When they regained each other she embraced him. She did not know what else to do. The emotion was like fear, or the abating of fear, and it overtook her and made her grip the back of his shirt. She released him and he gave a brief report. The driver had probably broken a hip. There were bad abrasions. There was no trauma to the head. But he seemed not to care about his injuries. All he had kept asking was whether the horse was hurt.

She drove back across the Pennines. On the moorland the bracken was beginning to regenerate. Tight green spirals were coming up through the sea of dead stalks. The curled fronds looked ovarian. Like the illustration of these organs they had shown her to explain. Now the word and the picture and the bracken were the same somehow. She entered a belt of cloud. The light became more complicated, dense, unfiltered, west coast light. Her phone on the dashboard had chimed and was flashing. He always texted afterwards, to thank her. She would reply similarly. Then they would wait a few days before contacting each other again. She had begun to bleed, lightly. She could feel the intimate transit of fluid. The reassurance this sensation had once provided was fading. There was no meaning to it. She did not want to go back to the house yet and so she took a turning off the main road, south, towards her friend. She could call in without notice. The child meant they were rarely out, and it was not too late. She felt like telling her friend that it was wrong of her to have said the things she had. She was not deferring the hard things in life. Her friend was privileged and she did not know it. The assumptions were careless and because they were careless they were also cruel. She pictured a harsh exchange between them, bitter revelations, a dramatic exit.
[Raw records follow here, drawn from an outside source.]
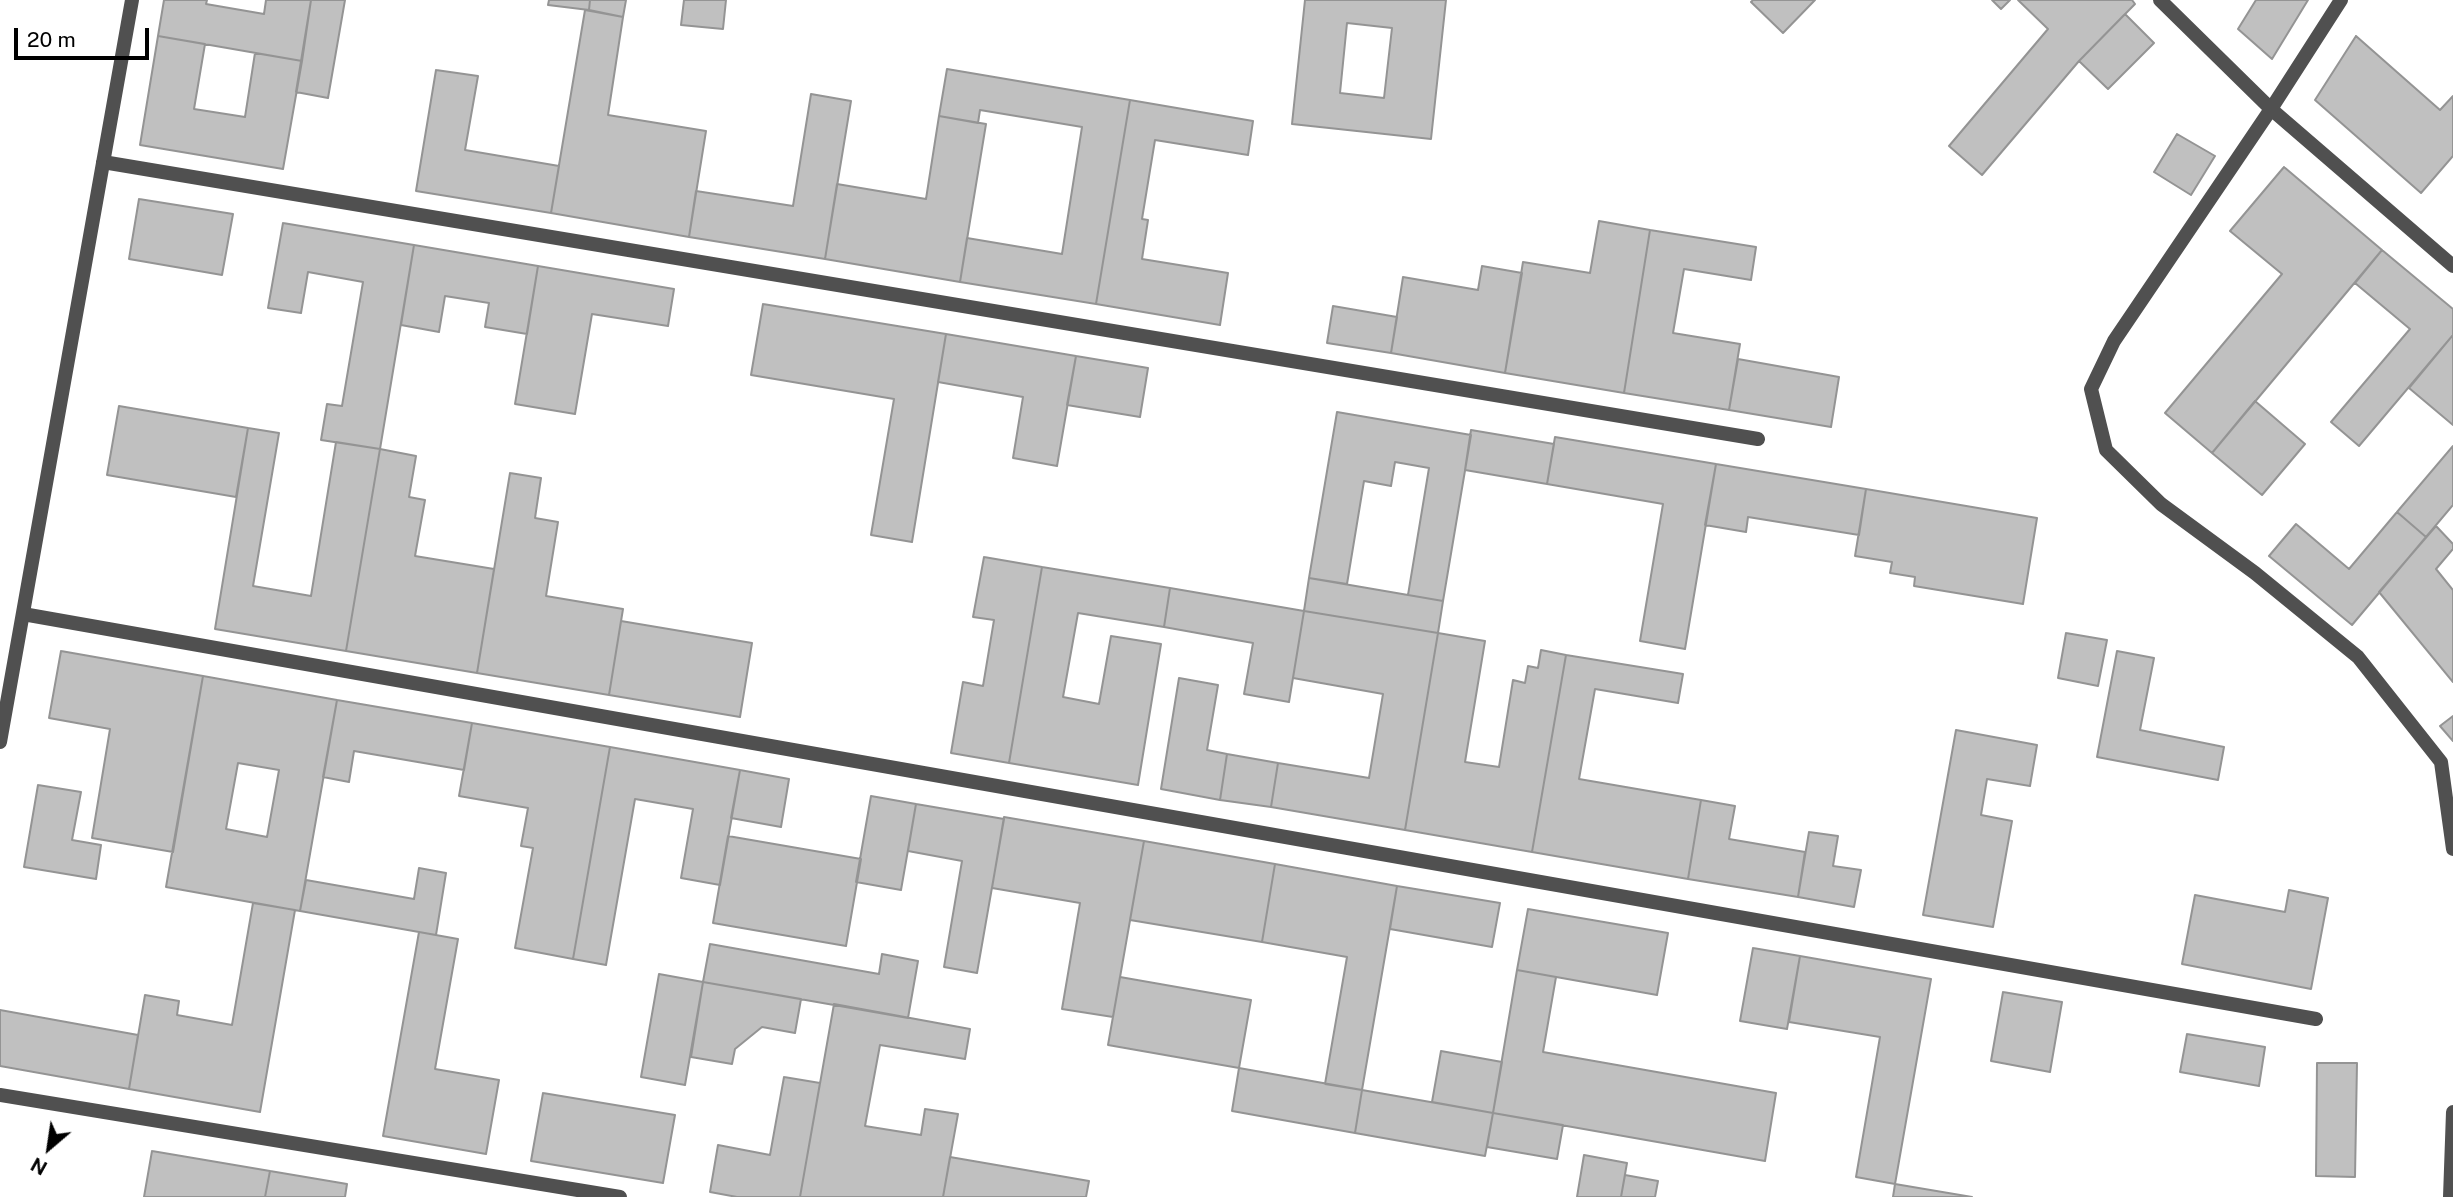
<!DOCTYPE html>
<style>
body{margin:0}
#map{position:relative;width:2453px;height:1197px;overflow:hidden;background:#fff;font-family:"Public Sans",sans-serif}
canvas{display:block}
.north{position:absolute;left:14px;top:1113px;width:70px;height:70px;-webkit-text-stroke:5px #fff;paint-order:stroke;rotate:209deg;font-size:19px;font-weight:700;line-height:28px;text-align:center;color:#000}
.north::after{content:'';display:block;margin:auto;width:24px;height:32px;background:#000;clip-path:polygon(50% 0,100% 100%,50% 72%,0 100%)}
.scale{position:absolute;left:14px;top:28px;width:135px;height:32px;box-sizing:border-box;border:4px solid #000;border-top:0;padding-left:9px;font-size:21px;line-height:24px;white-space:nowrap;color:#000;-webkit-text-stroke:5px #fff;paint-order:stroke}
</style>
<div id="map">
<canvas width="2453" height="1197"></canvas>
<div class="north">N</div>
<div class="scale">20 m</div>
</div>
<script>
const context = document.querySelector('canvas').getContext('2d');
context.lineJoin = 'round';
function fillPath(path, color) {
  context.fillStyle = color;
  context.fill(path, 'evenodd');
}
function toPath(rows) {
  const path = new Path2D();
  for (const r of rows) {
    path.moveTo(r[0], r[1]);
    for (let i = 2; i < r.length; i += 2) path.lineTo(r[i], r[i + 1]);
  }
  return path;
}
function strokePath(path, color, width, dash) {
  context.strokeStyle = color;
  context.lineWidth = width;
  context.lineCap = dash ? 'butt' : 'round';
  context.setLineDash(dash || []);
  context.stroke(path);
}
const building = toPath([
 [164,0,207,0,206,4,264,14,266,0,311,0,302,61,158,36,164,0],
 [311,0,345,0,328,98,296,92,311,0],
 [549,0,590,0,589,10,548,5,549,0],
 [590,0,626,0,623,17,589,10,590,0],
 [684,0,726,0,723,29,681,25,684,0],
 [1305,0,1446,0,1431,139,1292,124,1305,0],
 [1347,23,1392,28,1384,98,1340,93,1347,23],
 [1753,0,1815,0,1783,33,1751,2,1753,0],
 [1992,0,2010,0,2001,9,1992,0],
 [2018,0,2132,0,2135,4,2079,61,1982,175,1949,146,2048,29,2018,0],
 [2256,0,2308,0,2272,59,2238,29,2256,0],
 [585,10,623,17,608,115,706,131,689,237,551,213,585,10],
 [2125,14,2154,43,2108,89,2079,61,2125,14],
 [158,36,205,44,194,109,245,117,255,53,302,61,283,169,140,145,158,36],
 [2356,36,2440,110,2453,96,2453,156,2421,193,2315,100,2356,36],
 [947,69,1130,100,1096,304,960,282,967,238,1062,254,1082,127,980,110,978,123,939,116,947,69],
 [436,70,478,76,465,150,559,166,551,213,416,191,436,70],
 [811,94,851,101,825,259,689,237,696,191,793,206,811,94],
 [1130,100,1253,121,1248,155,1155,140,1142,219,1148,220,1142,259,1228,273,1220,325,1096,304,1130,100],
 [939,116,986,124,960,282,825,259,837,184,926,199,939,116],
 [2177,134,2215,156,2191,195,2154,172,2177,134],
 [2284,167,2382,250,2212,453,2165,413,2282,274,2230,231,2284,167],
 [139,199,233,214,222,275,129,259,139,199],
 [1599,221,1650,230,1624,393,1505,373,1523,262,1590,273,1599,221],
 [283,223,414,245,380,449,321,440,327,404,342,406,363,282,308,272,301,313,268,308,283,223],
 [1650,230,1756,247,1751,280,1684,269,1673,333,1740,344,1729,410,1624,393,1650,230],
 [414,245,538,266,527,334,485,327,489,303,445,296,439,332,401,325,414,245],
 [2382,250,2453,309,2453,335,2359,446,2331,422,2410,329,2355,283,2382,250],
 [538,266,674,289,668,326,592,314,575,414,515,404,538,266],
 [1482,266,1522,273,1505,373,1391,353,1403,277,1478,290,1482,266],
 [763,304,946,334,912,542,871,535,894,399,751,375,763,304],
 [1333,306,1397,317,1391,353,1327,343,1333,306],
 [946,334,1076,356,1057,466,1013,458,1023,397,938,382,946,334],
 [2453,335,2453,425,2409,388,2453,335],
 [1076,356,1148,368,1140,417,1067,405,1076,356],
 [1738,359,1839,377,1831,427,1729,410,1738,359],
 [2255,401,2305,444,2262,495,2212,453,2255,401],
 [119,406,248,428,236,497,107,475,119,406],
 [1337,412,1471,435,1443,601,1408,595,1429,468,1395,462,1391,486,1364,481,1347,584,1309,578,1337,412],
 [248,428,279,433,253,586,311,596,336,442,380,449,346,651,215,629,248,428],
 [1471,430,1554,444,1547,484,1465,470,1471,430],
 [1555,437,1716,464,1685,649,1640,641,1663,504,1547,484,1555,437],
 [2453,446,2453,505,2426,537,2397,512,2453,446],
 [380,449,416,456,409,497,425,500,415,556,494,569,477,673,346,651,380,449],
 [1716,464,1866,489,1859,535,1748,517,1746,532,1705,525,1716,464],
 [510,473,541,478,535,518,558,522,546,596,623,609,609,695,477,673,510,473],
 [1866,489,2037,518,2023,604,1914,586,1915,577,1890,573,1892,562,1855,556,1866,489],
 [2397,512,2426,537,2352,625,2269,556,2296,524,2349,569,2397,512],
 [2436,526,2453,544,2453,549,2436,569,2453,590,2453,682,2379,592,2436,526],
 [984,557,1042,567,1009,763,951,753,963,682,983,686,994,620,973,617,984,557],
 [1042,567,1170,588,1164,627,1078,613,1063,697,1099,704,1111,636,1161,644,1138,785,1009,763,1042,567],
 [1309,578,1443,601,1438,633,1304,611,1309,578],
 [1170,588,1304,611,1289,702,1244,694,1253,643,1164,627,1170,588],
 [1304,611,1438,633,1405,830,1271,807,1278,763,1369,778,1383,694,1293,678,1304,611],
 [621,621,752,643,740,717,609,695,621,621],
 [1438,633,1485,641,1465,762,1499,767,1513,680,1525,683,1528,666,1538,668,1541,650,1566,655,1532,852,1405,830,1438,633],
 [2066,633,2107,640,2098,686,2058,678,2066,633],
 [61,651,203,676,173,852,92,838,110,729,49,718,61,651],
 [2117,651,2154,658,2140,730,2224,747,2218,780,2097,757,2117,651],
 [1566,655,1683,674,1678,703,1595,689,1579,779,1701,800,1688,879,1532,852,1566,655],
 [203,676,337,700,300,911,166,887,203,676],
 [238,763,279,770,267,837,226,829,238,763],
 [1179,678,1218,685,1207,750,1227,754,1220,800,1161,789,1179,678],
 [337,700,472,723,464,770,354,751,349,782,323,777,337,700],
 [2453,716,2453,741,2440,726,2453,716],
 [472,723,610,747,573,959,515,948,533,848,521,846,528,808,459,796,472,723],
 [1956,730,2037,745,2030,786,1987,779,1981,815,2012,821,1993,927,1923,915,1956,730],
 [610,747,740,770,720,885,681,878,693,809,635,799,606,965,573,959,610,747],
 [1227,754,1278,763,1271,807,1220,800,1227,754],
 [740,770,789,779,781,827,731,818,740,770],
 [38,785,81,792,72,840,101,845,96,879,24,867,38,785],
 [871,796,916,804,901,890,856,882,871,796],
 [1701,800,1735,806,1729,839,1805,852,1798,897,1688,879,1701,800],
 [916,804,1004,819,977,973,944,967,962,861,908,851,916,804],
 [1004,817,1144,841,1113,1017,1062,1009,1080,903,992,888,1004,817],
 [1809,832,1838,836,1833,866,1861,870,1854,907,1798,897,1809,832],
 [728,836,861,859,846,946,713,923,728,836],
 [1144,841,1275,864,1262,942,1130,920,1144,841],
 [1275,864,1397,886,1362,1090,1325,1084,1347,957,1262,942,1275,864],
 [419,868,446,873,436,935,300,911,306,880,414,899,419,868],
 [1397,886,1500,903,1492,947,1390,929,1397,886],
 [2289,890,2328,898,2311,989,2182,964,2195,895,2285,912,2289,890],
 [253,903,295,910,260,1112,129,1089,145,995,179,1001,177,1015,232,1025,253,903],
 [1528,909,1668,933,1657,995,1517,970,1528,909],
 [419,932,458,939,435,1069,499,1080,486,1154,383,1136,419,932],
 [710,944,879,974,882,954,918,961,908,1018,703,982,710,944],
 [1753,948,1800,956,1787,1029,1740,1021,1753,948],
 [1800,956,1931,979,1895,1184,1856,1177,1880,1037,1789,1022,1800,956],
 [1517,970,1556,977,1543,1052,1776,1093,1765,1161,1493,1113,1517,970],
 [659,974,703,982,685,1085,641,1077,659,974],
 [1120,977,1251,1000,1239,1068,1108,1045,1120,977],
 [703,982,801,999,795,1033,762,1027,735,1049,732,1064,691,1057,703,982],
 [2003,992,2062,1002,2050,1072,1991,1061,2003,992],
 [834,1004,970,1029,965,1059,880,1045,865,1126,921,1135,925,1109,958,1114,943,1197,800,1197,834,1004],
 [0,1010,138,1035,129,1089,0,1066,0,1010],
 [2187,1034,2265,1047,2259,1086,2180,1072,2187,1034],
 [1441,1051,1502,1062,1493,1113,1432,1102,1441,1051],
 [2317,1063,2357,1063,2355,1177,2316,1176,2317,1063],
 [1239,1068,1362,1090,1355,1133,1232,1111,1239,1068],
 [784,1077,820,1083,800,1197,737,1197,710,1192,718,1145,770,1155,784,1077],
 [1362,1090,1493,1113,1485,1156,1355,1133,1362,1090],
 [543,1093,675,1115,663,1183,531,1161,543,1093],
 [1493,1113,1563,1125,1557,1159,1487,1147,1493,1113],
 [152,1151,270,1171,265,1197,144,1197,152,1151],
 [1584,1155,1627,1163,1621,1197,1577,1197,1584,1155],
 [950,1157,1089,1181,1086,1197,943,1197,950,1157],
 [270,1171,347,1184,345,1197,265,1197,270,1171],
 [1625,1175,1658,1181,1655,1197,1621,1197,1625,1175],
 [1895,1184,1972,1197,1893,1197,1895,1184]
]);
const minor = toPath([
 [2160,0,2271,109,2453,266],
 [2341,0,2271,109,2114,341,2091,389,2106,450,2161,504,2255,573,2358,657,2441,762,2453,849],
 [103,162,1758,439],
 [23,614,2316,1019],
 [0,742,132,0],
 [0,1095,620,1197],
 [2450,1197,2453,1112]
]);
fillPath(building, '#c0c0c0');
strokePath(building, '#949494', 2);
strokePath(minor, '#505050', 14);
</script>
But she knew she was not really angry with her friend. There was no point in trying to ground her frustration. No one was to blame. Retaliation would be unfair. She turned off the road again, this time onto a small country lane. She parked in a gravel lay-by and looked up at the hills. On the slopes the previous year’s bracken was rust-coloured and collapsing, the fresh underlay was taking hold. With all the talk of carcinogens they did not burn it back as often as they used to. She had not smelled that fragrance in a long time. It would be dark soon. She knew she should visit her father, who did not live far away. But his endless hope would be too wearing. The cottage would be thick with dust and newspapers, unrinsed bottles. It would smell of mould and be full of loss. In her purse were the white boxes. After she had left the train station she had bought three packets of painkillers, from different pharmacies. It had been easy. Her mother had been the same age.